The Tower of San Cristóbal is a Mudéjar tower belonging to the Church of San Cristóbal in Toledo (Spain).

== History ==
The missing church seemed to be associated with a mosque founded by Fathibn Ibrahim al'Umawi', known as al-Qasari (934 - 1013). Evidence indicates the existence of a church at San Cristóbal as of 1187. In the 15th century, transformations were made to adapt it to the Greco-Roman style.

In 1842 the parochiality was knocked down, while the building was broken up and sold to individuals who later destroyed the pieces.

In 1845 the demolition of the church proceeded, in view of its ruinous state. The only remnant was the tower built on the foundations of an earlier minaret.
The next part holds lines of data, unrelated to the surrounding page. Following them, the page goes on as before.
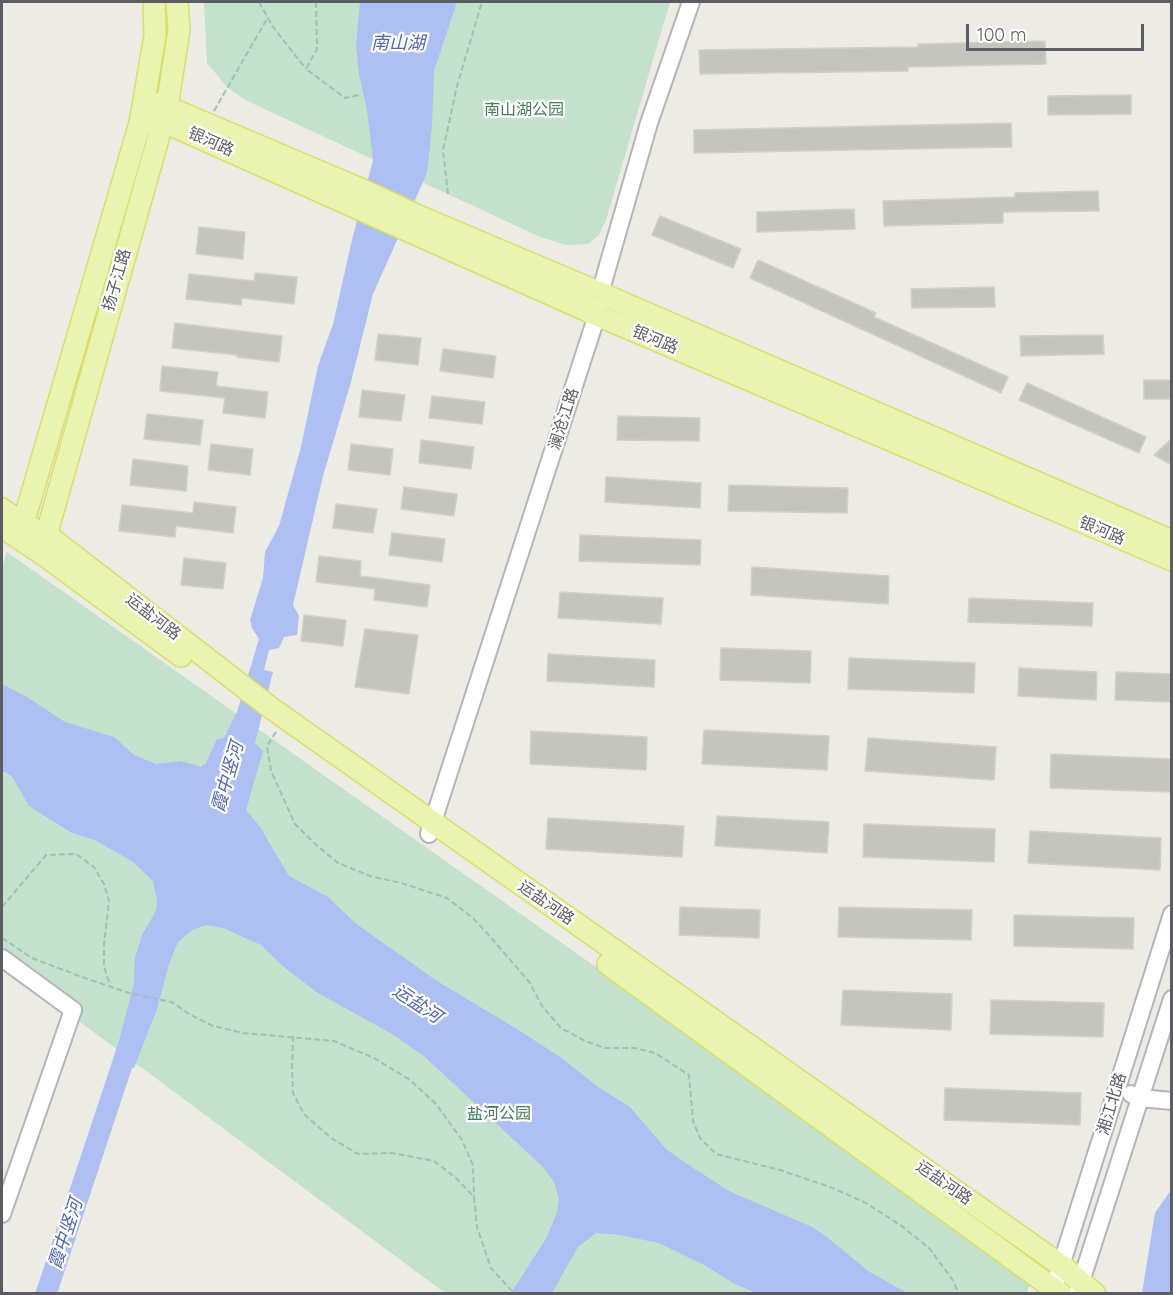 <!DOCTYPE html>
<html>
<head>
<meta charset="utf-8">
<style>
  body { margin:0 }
  #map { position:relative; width:1173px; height:1295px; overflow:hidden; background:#ecece4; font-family:Quicksand,sans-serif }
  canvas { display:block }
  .frame { position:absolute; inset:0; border:3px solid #5c5d62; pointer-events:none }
  .scale { position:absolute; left:966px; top:24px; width:178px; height:27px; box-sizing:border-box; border:3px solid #5c5d62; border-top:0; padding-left:8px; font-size:18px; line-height:21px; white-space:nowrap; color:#5c5d62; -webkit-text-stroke:4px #fff; paint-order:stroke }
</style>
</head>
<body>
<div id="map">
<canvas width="1173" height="1295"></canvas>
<div class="frame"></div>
<div class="scale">100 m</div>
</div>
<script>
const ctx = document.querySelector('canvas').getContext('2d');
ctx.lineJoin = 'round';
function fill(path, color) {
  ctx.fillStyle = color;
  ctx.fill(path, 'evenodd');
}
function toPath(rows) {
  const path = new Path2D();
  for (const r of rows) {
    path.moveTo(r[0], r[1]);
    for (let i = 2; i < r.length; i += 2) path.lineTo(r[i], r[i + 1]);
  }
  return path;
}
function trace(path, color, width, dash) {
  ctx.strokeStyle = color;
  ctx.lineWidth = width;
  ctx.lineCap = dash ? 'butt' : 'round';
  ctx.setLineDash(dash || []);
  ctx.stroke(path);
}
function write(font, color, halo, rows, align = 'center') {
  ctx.font = font + ' Quicksand,"Noto Sans SC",sans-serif';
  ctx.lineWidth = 4.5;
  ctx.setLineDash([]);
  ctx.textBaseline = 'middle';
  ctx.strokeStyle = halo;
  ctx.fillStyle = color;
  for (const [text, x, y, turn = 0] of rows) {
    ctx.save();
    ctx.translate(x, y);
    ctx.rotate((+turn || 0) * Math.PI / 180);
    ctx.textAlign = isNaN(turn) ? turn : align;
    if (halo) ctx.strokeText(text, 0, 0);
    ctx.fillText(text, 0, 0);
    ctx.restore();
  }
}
fill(toPath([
  [204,2,670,2,606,220,599,235,588,244,566,245,538,236,245,100,227,87,207,63],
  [7,552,1033,1275,1026,1294,445,1293,2,964,2,567]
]), '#c4e1cd');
fill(toPath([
  [360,2,457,2,434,71,432,125,427,173,373,294,351,382,323,476,293,605,299,616,297,635,284,637,279,648,269,650,264,670,273,672,255,743,263,751,246,810,260,827,289,876,328,897,355,923,437,981,517,1029,563,1059,598,1087,630,1107,666,1149,681,1160,729,1191,812,1227,827,1237,868,1271,907,1293,756,1293,735,1284,704,1265,659,1243,620,1235,596,1233,578,1247,552,1293,511,1293,547,1237,557,1212,559,1199,554,1182,544,1168,424,1056,392,1034,318,993,285,968,261,945,223,928,206,925,192,930,178,942,169,964,157,1009,134,1068,114,1061,134,983,135,958,142,935,156,911,157,900,153,881,133,862,95,840,72,833,29,806,12,776,2,771,2,684,27,697,65,722,114,737,134,755,156,764,181,761,201,767,206,763,217,739,224,738,237,712,259,639,252,628,250,620,263,578,265,552,279,526,301,447,318,366,333,324,352,240,373,160,367,110,359,74,356,45],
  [1171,1190,1171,1293,1142,1293,1155,1213]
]), '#adbff3');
trace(toPath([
  [46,1294,131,1038]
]), '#adbff3', 21);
const building = toPath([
  [1045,41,1046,64,908,67,908,71,700,74,699,50,919,47,918,44,1045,41],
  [1131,95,1131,114,1048,115,1048,96,1131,95],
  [1011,123,1012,147,694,153,694,130,1011,123],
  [1098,191,1099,211,1003,212,1003,223,884,226,883,201,1015,197,1015,193,1098,191],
  [854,209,855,229,757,232,757,212,854,209],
  [660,216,741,249,733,268,652,235,660,216],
  [199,227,245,232,243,259,196,254,199,227],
  [758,260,876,313,874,317,1008,377,1001,393,750,278,758,260],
  [255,273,297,277,294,304,242,298,241,305,186,299,189,274,254,281,255,273],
  [994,287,995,307,912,308,911,289,994,287],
  [175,323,282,336,279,362,237,357,237,355,172,348,175,323],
  [378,334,421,338,418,365,375,360,378,334],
  [1103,335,1104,354,1021,356,1020,336,1103,335],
  [443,349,496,356,493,378,440,371,443,349],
  [162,366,218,372,216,386,268,392,265,418,223,413,225,398,160,391,162,366],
  [1144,380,1172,380,1172,399,1144,399,1144,380],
  [1027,383,1146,437,1139,453,1019,400,1027,383],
  [362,390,405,395,401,421,359,417,362,390],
  [432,396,485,402,482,424,429,418,432,396],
  [147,414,203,420,200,445,144,439,147,414],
  [618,416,700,418,699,441,617,440,618,416],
  [1172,438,1172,465,1154,455,1172,438],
  [421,440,474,447,471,469,419,463,421,440],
  [211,444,253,449,250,475,208,470,211,444],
  [351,444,393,449,390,475,348,470,351,444],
  [133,459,188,466,186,491,130,485,133,459],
  [606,477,701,483,700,508,605,502,606,477],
  [729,485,848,488,847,513,728,511,729,485],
  [404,487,457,494,454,516,401,509,404,487],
  [194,502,236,507,233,533,176,526,175,537,119,531,122,505,193,513,194,502],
  [336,504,377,509,373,533,333,528,336,504],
  [392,533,445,539,442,562,389,555,392,533],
  [580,535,701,540,700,565,579,561,580,535],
  [319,556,361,561,360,576,430,585,427,607,374,600,375,589,316,582,319,556],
  [184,558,226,563,223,589,181,585,184,558],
  [752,567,889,576,888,604,751,595,752,567],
  [560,592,663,598,661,624,558,618,560,592],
  [969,598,1093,603,1092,626,968,622,969,598],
  [304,615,346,620,343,646,301,641,304,615],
  [365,629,418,635,409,694,355,687,365,629],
  [721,648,811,651,810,683,720,680,721,648],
  [548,654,655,660,654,687,547,681,548,654],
  [849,658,975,663,974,693,848,689,849,658],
  [1019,668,1097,672,1096,700,1018,696,1019,668],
  [1116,672,1172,674,1172,702,1115,700,1116,672],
  [704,730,829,736,827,770,702,764,704,730],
  [531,731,647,737,646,770,530,764,531,731],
  [868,738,996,747,994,780,865,771,868,738],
  [1051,754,1172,759,1172,792,1050,788,1051,754],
  [717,816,829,822,827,853,715,846,717,816],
  [548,818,684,826,682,857,546,849,548,818],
  [864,824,995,829,994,862,863,857,864,824],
  [1030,831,1161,838,1160,870,1028,863,1030,831],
  [680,907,760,910,759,938,679,935,680,907],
  [839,907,972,910,971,940,838,937,839,907],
  [1014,915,1134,918,1133,949,1014,946,1014,915],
  [843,990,952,994,951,1030,841,1025,843,990],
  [991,1000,1104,1003,1103,1037,990,1034,991,1000],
  [945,1088,1081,1093,1080,1125,944,1120,945,1088]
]);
fill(building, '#c5c5bf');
trace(building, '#d0d0c3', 1.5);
const minor = toPath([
  [429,834,597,315,600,293,649,123,691,2],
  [2,958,73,1010,2,1214],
  [1131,1094,1140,1098,1172,1101],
  [1052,1294,1172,914],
  [1077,1294,1172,999]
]);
const major = toPath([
  [144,100,167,107,358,188,416,215,600,293,1172,541],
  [140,123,162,121,597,315,1172,560],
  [2,509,23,524,47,535,271,708,1062,1266,1095,1294],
  [2,527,47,557,181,656],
  [22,538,23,524,140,123,155,36,154,2],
  [47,547,48,529,167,107,179,30,177,2],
  [608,964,1061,1294]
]);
trace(minor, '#b4b4b9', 20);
trace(major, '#dade6b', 24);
trace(toPath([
  [259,2,273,27,306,69],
  [316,2,317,49,306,69,345,98,359,95],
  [214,111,268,17],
  [448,194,443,150,457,86,482,2],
  [276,732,267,746,271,771,295,824,314,843,338,863,370,876,401,883,447,898,473,918,493,940,530,983,542,1006,561,1028,585,1041,605,1048,635,1048,655,1053,689,1075,693,1121,700,1138,716,1154,780,1170,830,1187,864,1202,899,1224,929,1248,952,1279,959,1294],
  [2,907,46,855,76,854,94,867,104,884,109,901,104,944,104,967,110,985],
  [2,938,32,958,82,977,129,993,172,1002,189,1014,213,1026,243,1033,334,1041,374,1058,410,1080,436,1104,462,1140,473,1165,474,1197],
  [293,1036,292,1069,293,1093,304,1114,331,1138,358,1154,392,1153,434,1161,456,1178,474,1197,477,1227,491,1268,510,1289,517,1294]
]), '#9ec1b3', 2, [6, 3]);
trace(minor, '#fff', 16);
trace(major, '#eaf4b1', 21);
write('16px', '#407e56', '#fff', [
  ["南山湖公园",524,110],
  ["盐河公园",499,1114]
]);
write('16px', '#5c5d62', '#fff', [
  ["银河路",211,142,24],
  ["扬子江路",117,280,-74],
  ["银河路",655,340,23],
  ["澜沧江路",564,419,-72],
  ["银河路",1102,531,23],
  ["运盐河路",153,617,38],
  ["运盐河路",546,903,35],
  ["湘江北路",1112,1104,-73],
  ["运盐河路",944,1183,35]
]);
write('italic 18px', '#5364b3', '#fff', [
  ["南山湖",398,44],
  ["霞中竖河",228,777,-74],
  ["运盐河",417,1004,34],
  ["霞中竖河",66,1234,-72]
]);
</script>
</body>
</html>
The tower was rebuilt between the second half of the 12th century and the first half of the 13th century, when it was linked to the first phase of Toledan Mudéjar.

== The death of tower ==
The tower is of square plan with a central machon, around which revolved the stairs. It is made of taped masonry which, at the base, before its restoration, had the appearance of ashlar. To these first strings corresponded chains of stone, while in the rest of the tower these are of brick. One wall reused a Visigothic piece.

The organization of the spans is in a pointed horseshoe arch, framed in a slight protrusion by a side arranged in the manner of an alphabet. Such an organization has evident Almohad links, which is further supported by its presence in the church of San Cipriano in Toledo. Despite this, it is an unusual model in the Toledan Mudéjar.